▶ _Provided data_

::::

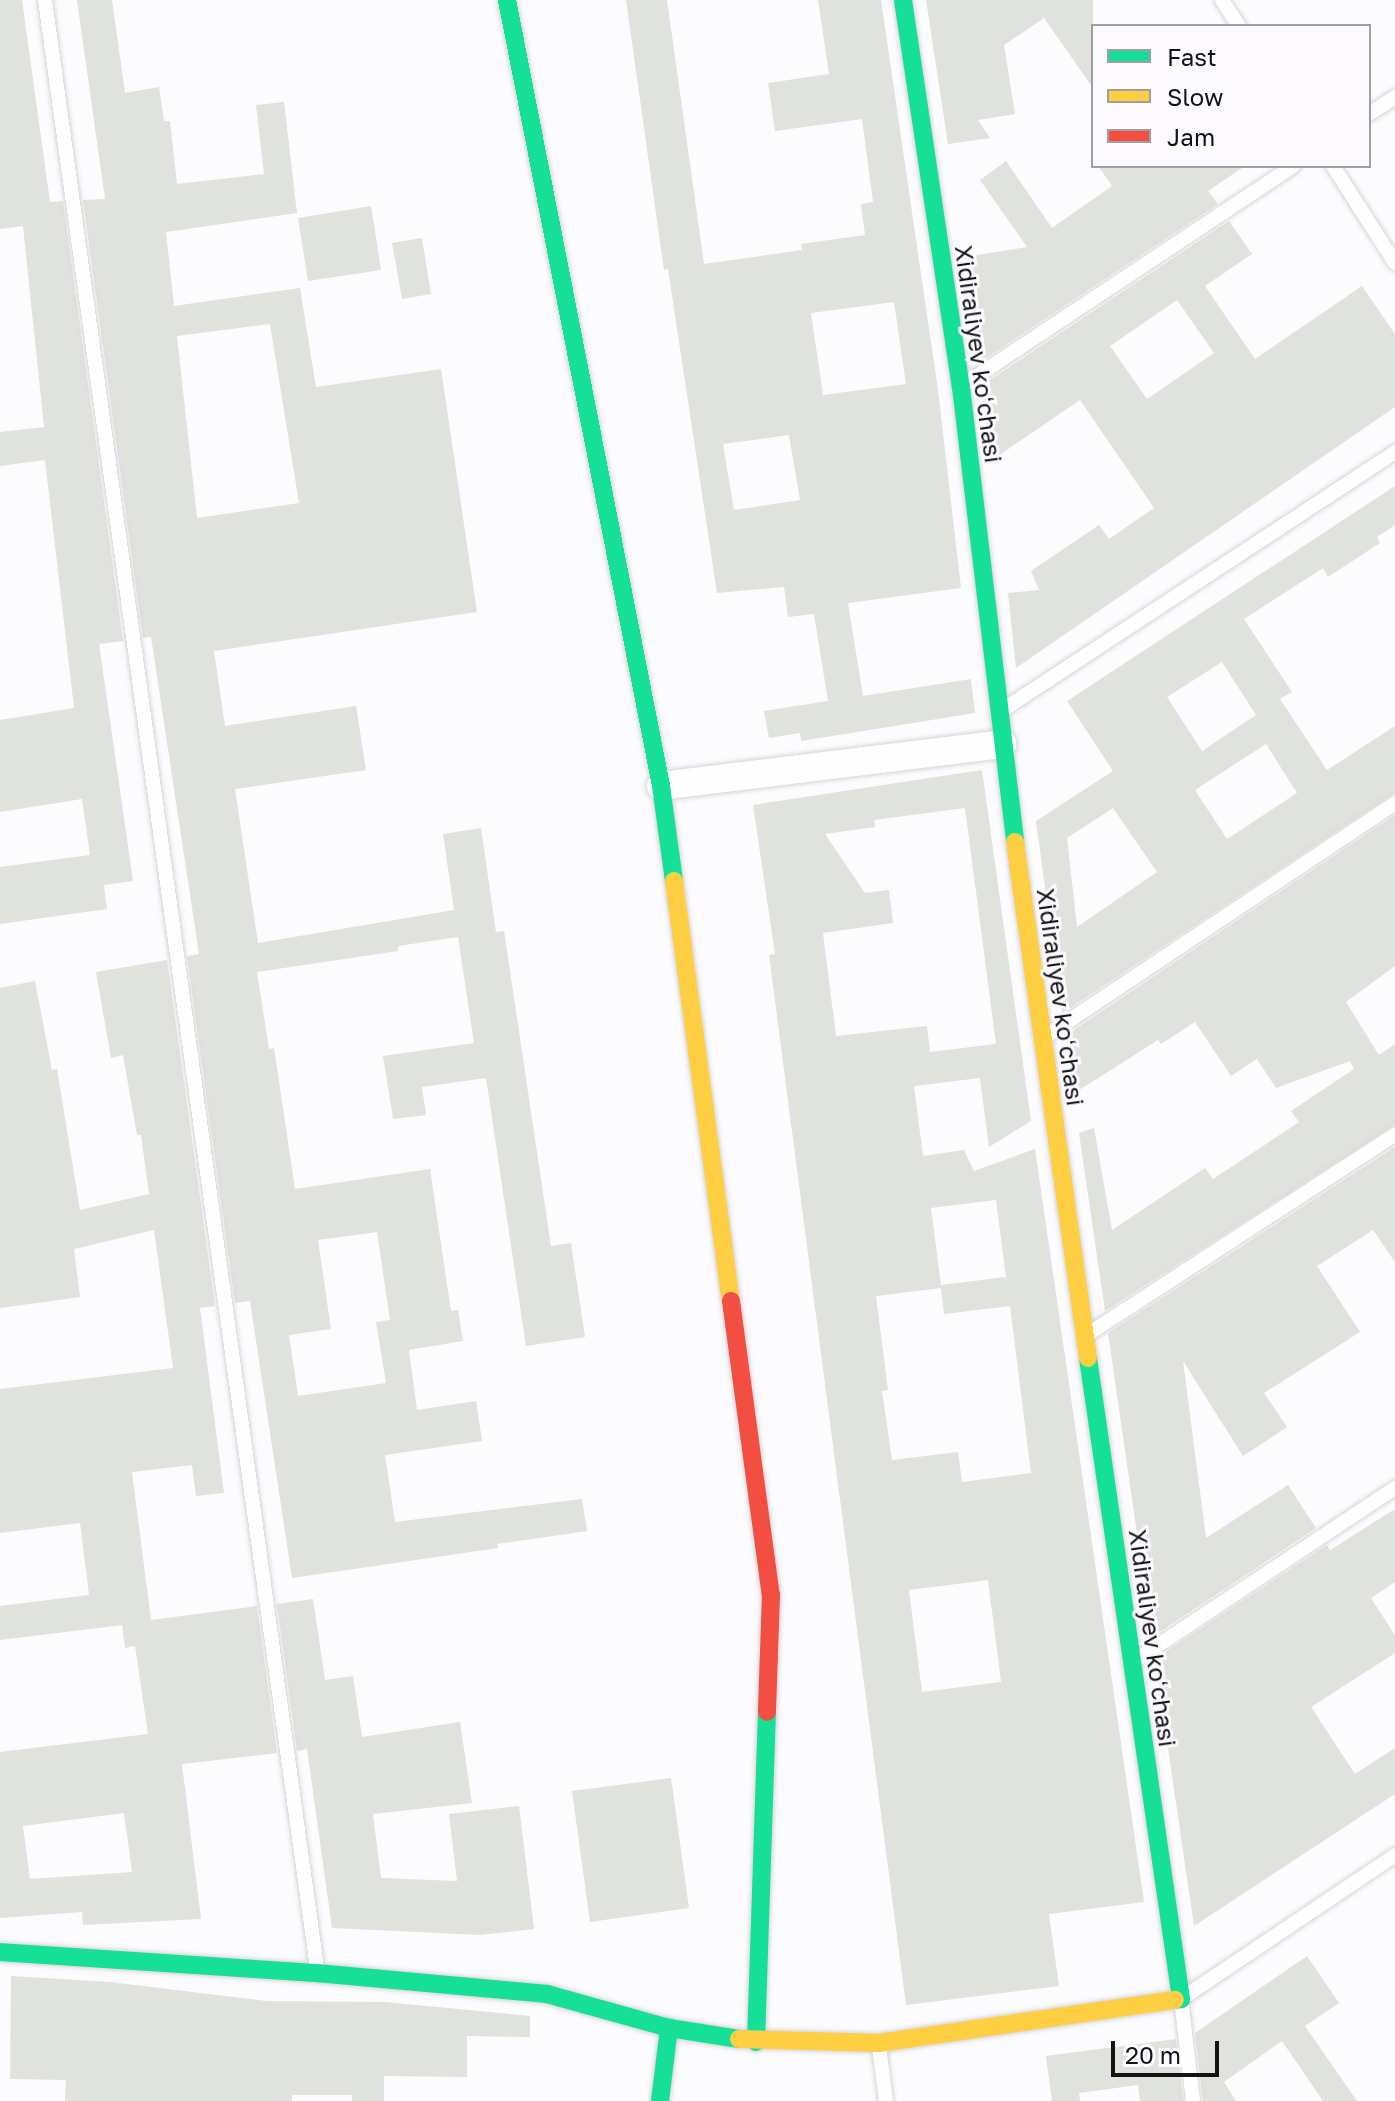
<!DOCTYPE html>
<meta charset="utf-8">
<style>
body{margin:0}
#map{position:relative;width:1395px;height:2101px;overflow:hidden;background:#fcfbfe;font-family:"Golos Text",sans-serif}
div>[style]{position:absolute}
[style*='--x']{left:calc(var(--x)*1px);top:calc(var(--y)*1px);width:calc(var(--w)*1px);rotate:calc(var(--a)*1deg)}
.building>*{inset:0;background:#e0e2dd}
.roads{filter:drop-shadow(0 0 2px #d6d4d7) drop-shadow(0 0 2px #d6d4d7)}
.lane>*{height:14px;margin:-7px;padding:0 7px;transform-origin:7px;border-radius:7px;background:#fffeff}
.street>*{height:28px;margin:-14px;padding:0 14px;transform-origin:14px;border-radius:14px;background:#fffeff}
.fast>*{height:18px;margin:-9px;padding:0 9px;transform-origin:9px;border-radius:9px;background:#16e098}
.slow>*{height:18px;margin:-9px;padding:0 9px;transform-origin:9px;border-radius:9px;background:#ffcf43}
.jam>*{height:18px;margin:-9px;padding:0 9px;transform-origin:9px;border-radius:9px;background:#f24e42}
span{translate:-50% -50%;white-space:nowrap;text-align:center;line-height:1.15;-webkit-text-stroke:6px #fcfaff;paint-order:stroke}
.street-label{font-size:24px;color:#131314}
.legend{position:absolute;left:1091px;top:24px;width:280px;height:144px;box-sizing:border-box;background:#fcfaff;border:2px solid #9f9ea1;margin:0;padding:10px 14px;list-style:none;font-size:24px;color:#131314}
.legend li{display:flex;align-items:center;gap:16px;height:40px}
.legend b{width:40px;border:2px solid #9f9ea1}
.scale{position:absolute;left:1111px;top:2041px;width:108px;height:36px;box-sizing:border-box;border:4px solid #131314;border-top:0;padding-left:10px;font-size:24px;line-height:28px;white-space:nowrap;color:#131314;-webkit-text-stroke:6px #fcfaff;paint-order:stroke}
</style>
<div id="map">
<div class="building">
<div style="clip-path:polygon(0 0,22px 0,50px 202px,63px 201px,123px 641px,99px 644px,133px 881px,104px 885px,107px 909px,0 924px,0 867px,90px 855px,82px 799px,0 812px,0 720px,74px 708px,45px 460px,0 466px,0 432px,44px 427px,23px 226px,0 229px)"></div>
<div style="clip-path:polygon(evenodd,77px 0,112px 0,125px 93px,159px 87px,164px 121px,170px 121px,177px 184px,264px 174px,256px 105px,284px 102px,297px 213px,166px 232px,174px 306px,300px 288px,316px 387px,441px 369px,477px 612px,214px 651px,225px 726px,356px 706px,366px 770px,235px 789px,258px 943px,454px 910px,443px 834px,481px 828px,496px 932px,504px 931px,551px 1246px,571px 1243px,585px 1337px,526px 1346px,486px 1078px,422px 1087px,426px 1115px,393px 1119px,383px 1056px,474px 1043px,458px 937px,398px 946px,398px 951px,257px 972px,269px 1049px,274px 1048px,295px 1189px,430px 1169px,451px 1311px,458px 1310px,463px 1341px,409px 1350px,417px 1410px,476px 1401px,482px 1441px,385px 1455px,395px 1522px,582px 1499px,587px 1531px,497px 1544px,498px 1548px,292px 1578px,250px 1301px,235px 1303px,187px 956px,199px 954px,151px 637px,143px 638px,83px 200px,105px 199px,77px 0,270px 324px,299px 503px,197px 518px,177px 336px,270px 324px,77px 0,377px 1232px,390px 1320px,376px 1322px,386px 1383px,298px 1396px,289px 1335px,331px 1329px,318px 1240px,377px 1232px)"></div>
<div style="clip-path:polygon(evenodd,626px 0,667px 0,704px 264px,802px 250px,801px 244px,865px 235px,861px 204px,873px 202px,862px 119px,775px 131px,768px 83px,829px 74px,818px 0,881px 0,938px 390px,961px 588px,848px 603px,863px 696px,971px 679px,975px 713px,801px 741px,800px 733px,769px 738px,764px 711px,828px 701px,814px 614px,788px 617px,784px 587px,717px 593px,668px 269px,664px 270px,626px 0,894px 302px,906px 384px,823px 395px,811px 313px,894px 302px,626px 0,789px 435px,800px 500px,734px 510px,723px 444px,789px 435px)"></div>
<div style="clip-path:polygon(926px 0,1093px 0,1093px 88px,1044px 18px,1004px 45px,1015px 114px,978px 120px,990px 138px,948px 144px)"></div>
<div style="clip-path:polygon(1006px 161px,1052px 228px,1112px 186px,1098px 166px,1245px 166px,1208px 191px,1218px 204px,980px 362px,965px 257px,1027px 247px,980px 180px)"></div>
<div style="clip-path:polygon(371px 206px,381px 270px,308px 281px,298px 218px)"></div>
<div style="clip-path:polygon(evenodd,1229px 221px,1252px 254px,1205px 286px,1255px 359px,1362px 286px,1395px 334px,1395px 407px,1016px 668px,1008px 593px,1039px 590px,1031px 571px,1099px 525px,1109px 539px,1154px 508px,1080px 400px,992px 460px,984px 384px,1229px 221px,1177px 300px,1214px 353px,1147px 399px,1110px 346px,1177px 300px)"></div>
<div style="clip-path:polygon(422px 238px,431px 294px,402px 299px,392px 243px)"></div>
<div style="clip-path:polygon(evenodd,1395px 486px,1395px 525px,1377px 537px,1380px 543px,1328px 577px,1323px 568px,1244px 619px,1292px 692px,1280px 699px,1327px 770px,1395px 726px,1395px 793px,1062px 1013px,1036px 821px,1113px 771px,1067px 701px,1395px 486px,1222px 662px,1256px 715px,1202px 751px,1167px 697px,1222px 662px,1395px 486px,1266px 744px,1297px 793px,1227px 839px,1195px 790px,1266px 744px,1395px 486px,1113px 808px,1157px 872px,1077px 927px,1067px 838px,1113px 808px)"></div>
<div style="clip-path:polygon(evenodd,982px 770px,1031px 1121px,989px 1147px,980px 1078px,914px 1086px,923px 1156px,964px 1150px,974px 1171px,1035px 1149px,1144px 1902px,1049px 1914px,1059px 1986px,906px 2005px,769px 955px,775px 954px,753px 805px,982px 770px,965px 808px,996px 1044px,930px 1052px,927px 1026px,836px 1036px,823px 933px,893px 923px,889px 890px,865px 893px,825px 834px,875px 827px,874px 820px,965px 808px,982px 770px,996px 1200px,1006px 1277px,941px 1285px,931px 1208px,996px 1200px,982px 770px,941px 1288px,944px 1314px,1010px 1306px,1031px 1473px,962px 1482px,958px 1452px,892px 1460px,882px 1391px,888px 1390px,876px 1296px,941px 1288px,982px 770px,988px 1580px,1001px 1682px,922px 1692px,909px 1590px,988px 1580px)"></div>
<div style="clip-path:polygon(1395px 815px,1395px 966px,1346px 1002px,1379px 1055px,1395px 1044px,1395px 1125px,1105px 1311px,1079px 1133px,1094px 1128px,1112px 1230px,1205px 1168px,1213px 1179px,1299px 1122px,1291px 1111px,1354px 1069px,1350px 1061px,1276px 1088px,1257px 1059px,1231px 1076px,1195px 1022px,1161px 1044px,1158px 1040px,1073px 1094px,1065px 1036px)"></div>
<div style="clip-path:polygon(evenodd,167px 960px,215px 1306px,200px 1308px,224px 1493px,196px 1496px,192px 1465px,132px 1472px,151px 1620px,257px 1606px,277px 1753px,182px 1764px,201px 1919px,83px 1925px,82px 1912px,0 1918px,0 1752px,148px 1734px,135px 1646px,125px 1648px,122px 1625px,0 1640px,0 1606px,89px 1595px,80px 1523px,0 1533px,0 1389px,173px 1368px,154px 1230px,74px 1249px,80px 1297px,0 1308px,0 988px,35px 981px,52px 1070px,57px 1069px,80px 1210px,149px 1194px,141px 1135px,137px 1135px,123px 1055px,111px 1058px,96px 972px,167px 960px,124px 1813px,132px 1872px,30px 1879px,23px 1826px,124px 1813px)"></div>
<div style="clip-path:polygon(1395px 1147px,1395px 1262px,1373px 1230px,1317px 1266px,1360px 1332px,1264px 1393px,1287px 1427px,1243px 1456px,1183px 1361px,1206px 1538px,1288px 1485px,1316px 1528px,1152px 1637px,1108px 1333px)"></div>
<div style="clip-path:polygon(1395px 1509px,1395px 1582px,1371px 1598px,1395px 1635px,1395px 1653px,1311px 1707px,1355px 1774px,1395px 1748px,1395px 1794px,1194px 1926px,1155px 1659px,1327px 1545px,1330px 1550px)"></div>
<div style="clip-path:polygon(313px 1599px,325px 1680px,353px 1676px,362px 1737px,460px 1722px,472px 1803px,373px 1814px,381px 1878px,457px 1881px,449px 1814px,519px 1806px,534px 1929px,480px 1935px,332px 1928px,307px 1749px,297px 1751px,277px 1604px)"></div>
<div style="clip-path:polygon(671px 1778px,689px 1908px,590px 1922px,572px 1791px)"></div>
<div style="clip-path:polygon(1307px 1956px,1339px 2003px,1305px 2026px,1357px 2101px,1323px 2101px,1282px 2041px,1224px 2082px,1236px 2101px,1203px 2101px,1195px 2033px)"></div>
<div style="clip-path:polygon(11px 1976px,110px 1982px,267px 2001px,385px 2002px,530px 2016px,530px 2037px,467px 2036px,467px 2077px,384px 2076px,384px 2101px,352px 2101px,352px 2095px,292px 2095px,292px 2101px,65px 2101px,66px 2080px,10px 2079px)"></div>
<div style="clip-path:polygon(1176px 2039px,1183px 2101px,1140px 2101px,1138px 2085px,1079px 2093px,1080px 2101px,1052px 2101px,1046px 2056px)"></div>
</div>
<div class="roads">
<div class="lane">
<div style="--x:45;--y:0;--w:1988;--a:82.13"></div>
<div style="--x:1222;--y:0;--w:31;--a:57"></div>
<div style="--x:1369;--y:114;--w:31;--a:-33"></div>
<div style="--x:1333;--y:166;--w:115;--a:57.4"></div>
<div style="--x:965;--y:384;--w:394;--a:-33.6"></div>
<div style="--x:1001;--y:711;--w:472;--a:-33.3"></div>
<div style="--x:1046;--y:1036;--w:420;--a:-33.7"></div>
<div style="--x:1088;--y:1334;--w:366;--a:-33"></div>
<div style="--x:1136;--y:1660;--w:311;--a:-33.6"></div>
<div style="--x:879;--y:2047;--w:54;--a:82.6"></div>
<div style="--x:1193;--y:2101;--w:103;--a:-96.7"></div>
<div style="--x:1181;--y:1999;--w:258;--a:-33.9"></div>
</div>
<div class="street">
<div style="--x:661;--y:786;--w:344;--a:-7"></div>
</div>
<div class="fast">
<div style="--x:507;--y:0;--w:801;--a:78.91"></div>
<div style="--x:661;--y:786;--w:96;--a:82.2"></div>
<div style="--x:903;--y:0;--w:391;--a:81.5"></div>
<div style="--x:961;--y:387;--w:458;--a:83.2"></div>
<div style="--x:1088;--y:1358;--w:648;--a:81.74"></div>
<div style="--x:1181;--y:1999;--w:6;--a:171"></div>
<div style="--x:0;--y:1952;--w:318;--a:3.8"></div>
<div style="--x:317;--y:1973;--w:231;--a:5.2"></div>
<div style="--x:547;--y:1994;--w:127;--a:15.6"></div>
<div style="--x:669;--y:2028;--w:71;--a:8.9"></div>
<div style="--x:756;--y:2042;--w:330;--a:-88.1"></div>
<div style="--x:660;--y:2101;--w:74;--a:-83"></div>
</div>
<div class="slow">
<div style="--x:1015;--y:842;--w:521;--a:81.95"></div>
<div style="--x:674;--y:881;--w:424;--a:82.3"></div>
<div style="--x:739;--y:2039;--w:140;--a:1.6"></div>
<div style="--x:879;--y:2043;--w:299;--a:-8.3"></div>
</div>
<div class="jam">
<div style="--x:731;--y:1301;--w:297;--a:82.3"></div>
<div style="--x:771;--y:1595;--w:117;--a:92"></div>
</div>
</div>
<div class="street-label">
<span style="left:979px;top:354px;rotate:82deg">Xidiraliyev koʻchasi</span>
<span style="left:1061px;top:997px;rotate:82deg">Xidiraliyev koʻchasi</span>
<span style="left:1153px;top:1638px;rotate:82deg">Xidiraliyev koʻchasi</span>
</div>
<ul class="legend">
<li><b style="height:10px;background:#16e098"></b>Fast</li>
<li><b style="height:10px;background:#ffcf43"></b>Slow</li>
<li><b style="height:10px;background:#f24e42"></b>Jam</li>
</ul>
<div class="scale">20 m</div>
</div>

::::

▶ _Exercise goal_
The lines to be transcribed are those from the first line of the data above through the line holding "0,22px 0,50px 202px,63px", inclusive; copy them exactly and only, leaving out the pictures.

▶ _Exercise solution_
<!DOCTYPE html>
<meta charset="utf-8">
<style>
body{margin:0}
#map{position:relative;width:1395px;height:2101px;overflow:hidden;background:#fcfbfe;font-family:"Golos Text",sans-serif}
div>[style]{position:absolute}
[style*='--x']{left:calc(var(--x)*1px);top:calc(var(--y)*1px);width:calc(var(--w)*1px);rotate:calc(var(--a)*1deg)}
.building>*{inset:0;background:#e0e2dd}
.roads{filter:drop-shadow(0 0 2px #d6d4d7) drop-shadow(0 0 2px #d6d4d7)}
.lane>*{height:14px;margin:-7px;padding:0 7px;transform-origin:7px;border-radius:7px;background:#fffeff}
.street>*{height:28px;margin:-14px;padding:0 14px;transform-origin:14px;border-radius:14px;background:#fffeff}
.fast>*{height:18px;margin:-9px;padding:0 9px;transform-origin:9px;border-radius:9px;background:#16e098}
.slow>*{height:18px;margin:-9px;padding:0 9px;transform-origin:9px;border-radius:9px;background:#ffcf43}
.jam>*{height:18px;margin:-9px;padding:0 9px;transform-origin:9px;border-radius:9px;background:#f24e42}
span{translate:-50% -50%;white-space:nowrap;text-align:center;line-height:1.15;-webkit-text-stroke:6px #fcfaff;paint-order:stroke}
.street-label{font-size:24px;color:#131314}
.legend{position:absolute;left:1091px;top:24px;width:280px;height:144px;box-sizing:border-box;background:#fcfaff;border:2px solid #9f9ea1;margin:0;padding:10px 14px;list-style:none;font-size:24px;color:#131314}
.legend li{display:flex;align-items:center;gap:16px;height:40px}
.legend b{width:40px;border:2px solid #9f9ea1}
.scale{position:absolute;left:1111px;top:2041px;width:108px;height:36px;box-sizing:border-box;border:4px solid #131314;border-top:0;padding-left:10px;font-size:24px;line-height:28px;white-space:nowrap;color:#131314;-webkit-text-stroke:6px #fcfaff;paint-order:stroke}
</style>
<div id="map">
<div class="building">
<div style="clip-path:polygon(0 0,22px 0,50px 202px,63px 201px,123px 641px,99px 644px,133px 881px,104px 885px,107px 909px,0 924px,0 867px,90px 855px,82px 799px,0 812px,0 720px,74px 708px,45px 460px,0 466px,0 432px,44px 427px,23px 226px,0 229px)"></div>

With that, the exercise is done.